Zara Chowdhary joins the English Department as an Assistant Professor.

Zara Chowdhary Photo

"English at Iowa is such a perfectly interdisciplinary home for me. My colleagues are interested in cinema studies, in lost archives of Black and Brown voices, in how the body and the natural world mirror each other and how colonialism affects it all. The people I’m surrounded by are excavating and building deep and rigorous connections at the intersection of language, scientific and political evolution, and the ethics of being human. And there’s such an internationalist, global, one-world ethos to it all. I find this profoundly inspiring and nurturing.” 

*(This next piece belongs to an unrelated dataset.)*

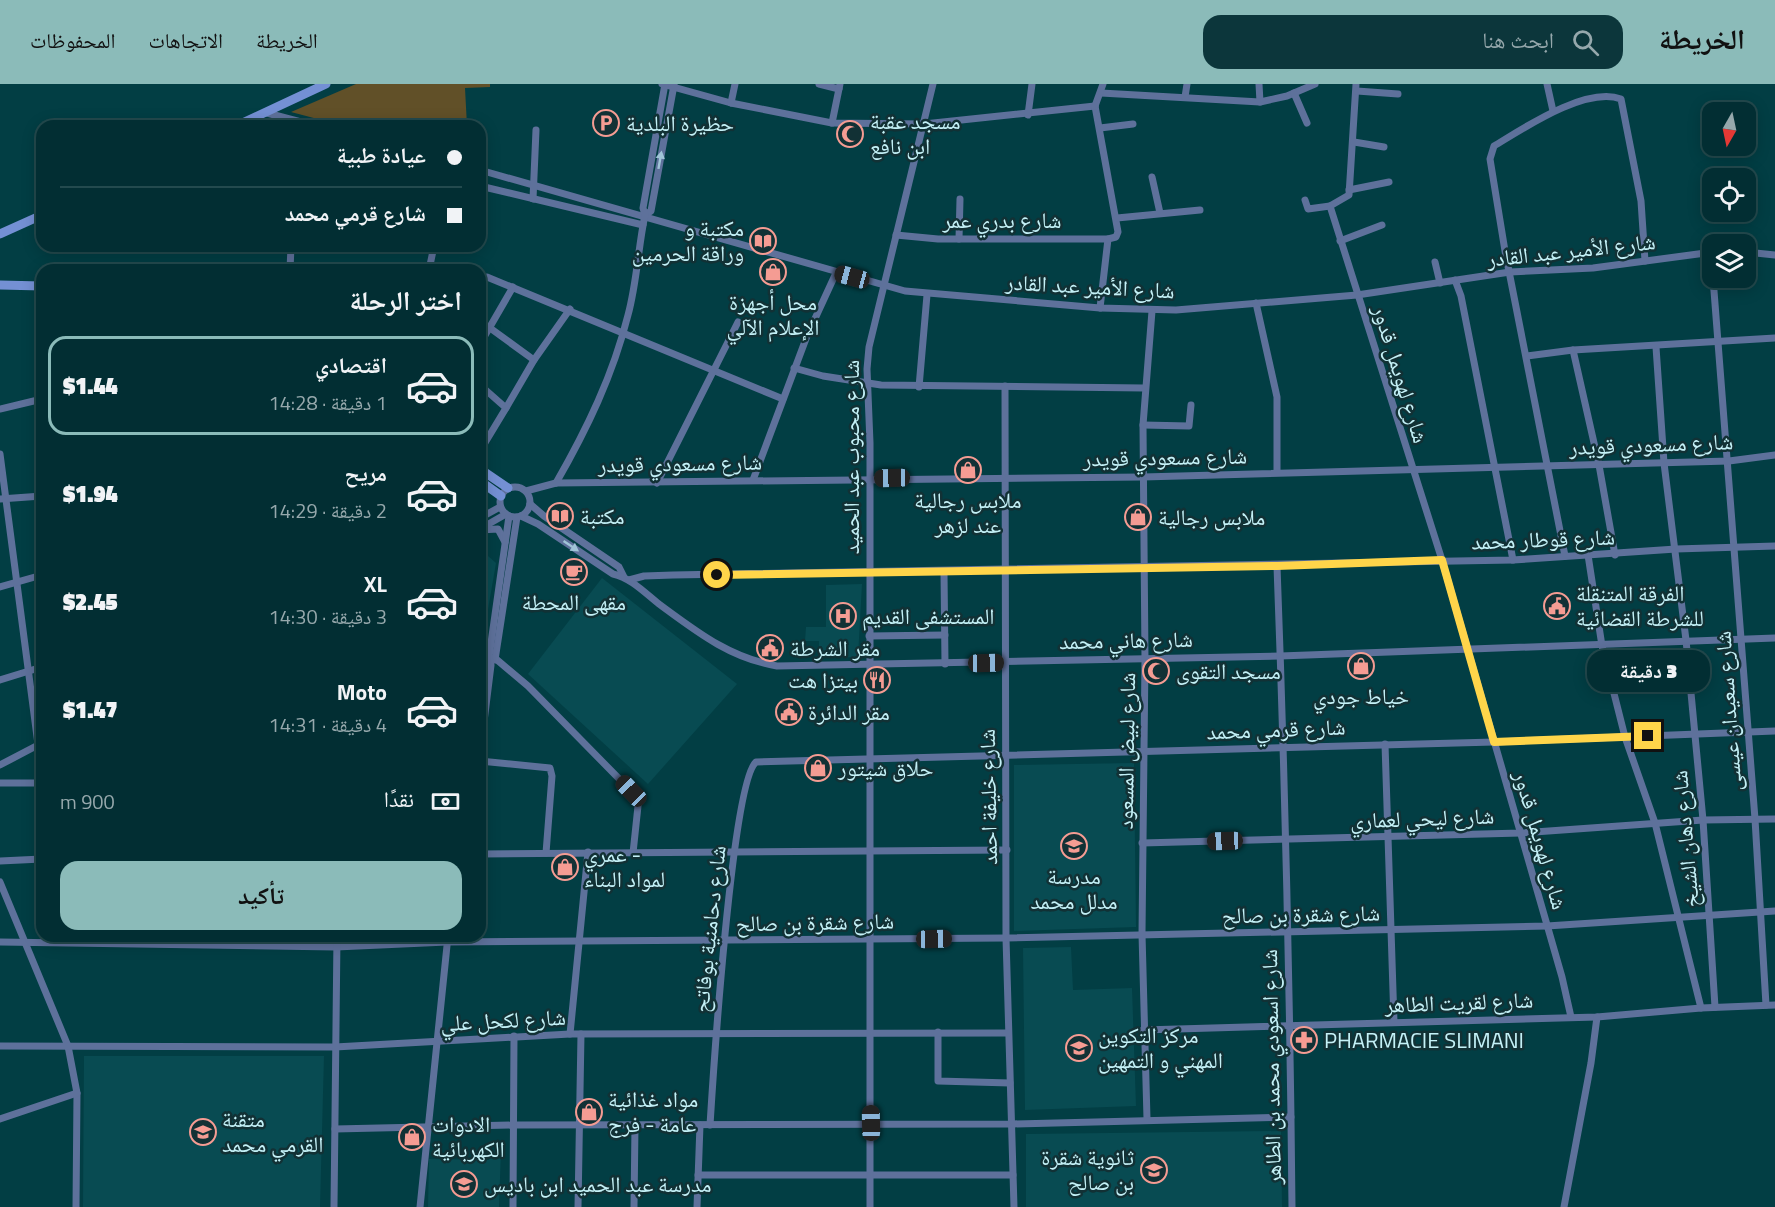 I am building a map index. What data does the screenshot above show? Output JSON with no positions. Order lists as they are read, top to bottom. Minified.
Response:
{"streets":{"street":["شارع بدري عمر","شارع الأمير عبد القادر","شارع لهويمل قدور","شارع مسعودي قويدر","شارع محبوب عبد الحميد","شارع قوطار محمد","شارع هاني محمد","شارع سعيدان عيسى","شارع قرمي محمد","شارع لبيض المسعود","شارع خليفة احمد","شارع ليحي لعماري","شارع دهان الشيخ","شارع شقرة بن صالح","شارع دحامنية بوفاتح","شارع لقريت الطاهر","شارع لكحل علي","شارع اسعودي محمد بن الطاهر"]},"crossings":[["شارع بدري عمر","شارع محبوب عبد الحميد"],["شارع الأمير عبد القادر","شارع لهويمل قدور"],["شارع الأمير عبد القادر","شارع محبوب عبد الحميد"],["شارع الأمير عبد القادر","شارع لبيض المسعود"],["شارع لهويمل قدور","شارع مسعودي قويدر"],["شارع لهويمل قدور","شارع قوطار محمد"],["شارع لهويمل قدور","شارع هاني محمد"],["شارع لهويمل قدور","شارع قرمي محمد"],["شارع لهويمل قدور","شارع ليحي لعماري"],["شارع لهويمل قدور","شارع شقرة بن صالح"],["شارع لهويمل قدور","شارع لقريت الطاهر"],["شارع مسعودي قويدر","شارع محبوب عبد الحميد"],["شارع مسعودي قويدر","شارع هاني محمد"],["شارع مسعودي قويدر","شارع سعيدان عيسى"],["شارع مسعودي قويدر","شارع لبيض المسعود"],["شارع مسعودي قويدر","شارع خليفة احمد"],["شارع مسعودي قويدر","شارع دهان الشيخ"],["شارع محبوب عبد الحميد","شارع قوطار محمد"],["شارع محبوب عبد الحميد","شارع هاني محمد"],["شارع محبوب عبد الحميد","شارع قرمي محمد"],["شارع محبوب عبد الحميد","شارع شقرة بن صالح"],["شارع محبوب عبد الحميد","شارع لكحل علي"],["شارع قوطار محمد","شارع هاني محمد"],["شارع قوطار محمد","شارع سعيدان عيسى"],["شارع قوطار محمد","شارع لبيض المسعود"],["شارع قوطار محمد","شارع خليفة احمد"],["شارع قوطار محمد","شارع دهان الشيخ"],["شارع قوطار محمد","شارع اسعودي محمد بن الطاهر"],["شارع هاني محمد","شارع سعيدان عيسى"],["شارع هاني محمد","شارع لبيض المسعود"],["شارع هاني محمد","شارع خليفة احمد"],["شارع هاني محمد","شارع دهان الشيخ"],["شارع هاني محمد","شارع اسعودي محمد بن الطاهر"],["شارع سعيدان عيسى","شارع قرمي محمد"],["شارع سعيدان عيسى","شارع ليحي لعماري"],["شارع سعيدان عيسى","شارع شقرة بن صالح"],["شارع سعيدان عيسى","شارع لقريت الطاهر"],["شارع قرمي محمد","شارع لبيض المسعود"],["شارع قرمي محمد","شارع خليفة احمد"],["شارع قرمي محمد","شارع دهان الشيخ"],["شارع قرمي محمد","شارع دحامنية بوفاتح"],["شارع قرمي محمد","شارع اسعودي محمد بن الطاهر"],["شارع لبيض المسعود","شارع ليحي لعماري"],["شارع لبيض المسعود","شارع شقرة بن صالح"],["شارع لبيض المسعود","شارع لقريت الطاهر"],["شارع خليفة احمد","شارع شقرة بن صالح"],["شارع خليفة احمد","شارع لكحل علي"],["شارع ليحي لعماري","شارع دهان الشيخ"],["شارع ليحي لعماري","شارع اسعودي محمد بن الطاهر"],["شارع دهان الشيخ","شارع شقرة بن صالح"],["شارع دهان الشيخ","شارع لقريت الطاهر"],["شارع شقرة بن صالح","شارع دحامنية بوفاتح"],["شارع شقرة بن صالح","شارع اسعودي محمد بن الطاهر"],["شارع دحامنية بوفاتح","شارع لكحل علي"],["شارع لقريت الطاهر","شارع اسعودي محمد بن الطاهر"]],"places":{"parking":["حظيرة البلدية"],"mosque":["مسجد عقبة ابن نافع","مسجد التقوى"],"library":["مكتبة و وراقة الحرمين","مكتبة"],"shop":["محل أجهزة الإعلام الآلي","ملابس رجالية عند لزهر","ملابس رجالية","خياط جودي","حلاق شيتور","عمري - لمواد البناء","مواد غذائية عامة - فرج","الادوات الكهربائية"],"cafe":["مقهى المحطة"],"public building":["الفرقة المتنقلة للشرطة القضائية","مقر الشرطة","مقر الدائرة"],"hospital":["المستشفى القديم"],"restaurant":["بيتزا هت"],"school or university":["مدرسة مدلل محمد","مركز التكوين المهني و التمهين","متقنة القرمي محمد","ثانوية شقرة بن صالح","مدرسة عبد الحميد ابن باديس"],"pharmacy":["PHARMACIE SLIMANI"]},"north":"bottom","page":{"header":"الخريطة","search":"ابحث هنا","nav":["الخريطة","الاتجاهات","المحفوظات"],"banner":["عيادة طبية","شارع قرمي محمد"],"heading":"اختر الرحلة","list":[{"name":"اقتصادي","note":"1 دقيقة · 14:28","value":"$1.44"},{"name":"مريح","note":"2 دقيقة · 14:29","value":"$1.94"},{"name":"XL","note":"3 دقيقة · 14:30","value":"$2.45"},{"name":"Moto","note":"4 دقيقة · 14:31","value":"$1.47"}],"bubble":"3 دقيقة","pay":["نقدًا","900 m"],"buttons":"تأكيد"}}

Zara Chowdhary is an author and assistant professor of English. Her debut book The Lucky Ones (Crown/Penguin Random House, 2024), won the 2025 Shakti Bhatt Award for debut memoir and the 2025 best first nonfiction book prize at the Mumbai LitFest. It was also a PEN America finalist, listed on TIME Magazine's top ten nonfiction books of the year, and recognized in lists by Electric Literature, NPR, Esquire, People magazine, and the Atlantic amongst others.

Chowdhary is a multilingual writer of fiction and nonfiction, and translates works in Hindi and Urdu. She has previously taught Hindi and South Asian culture at the University of Wisconsin-Madison, the Tin House Summer Workshop, and written for literary magazines including Wasafiri, Acacia and Flyway, amongst others. Her current research interests include environmental science fiction and speculative literature from the subcontinent. She has an MA in Writing for Performance from the University of Leeds and an MFA in Creative Writing and Environment from Iowa State University.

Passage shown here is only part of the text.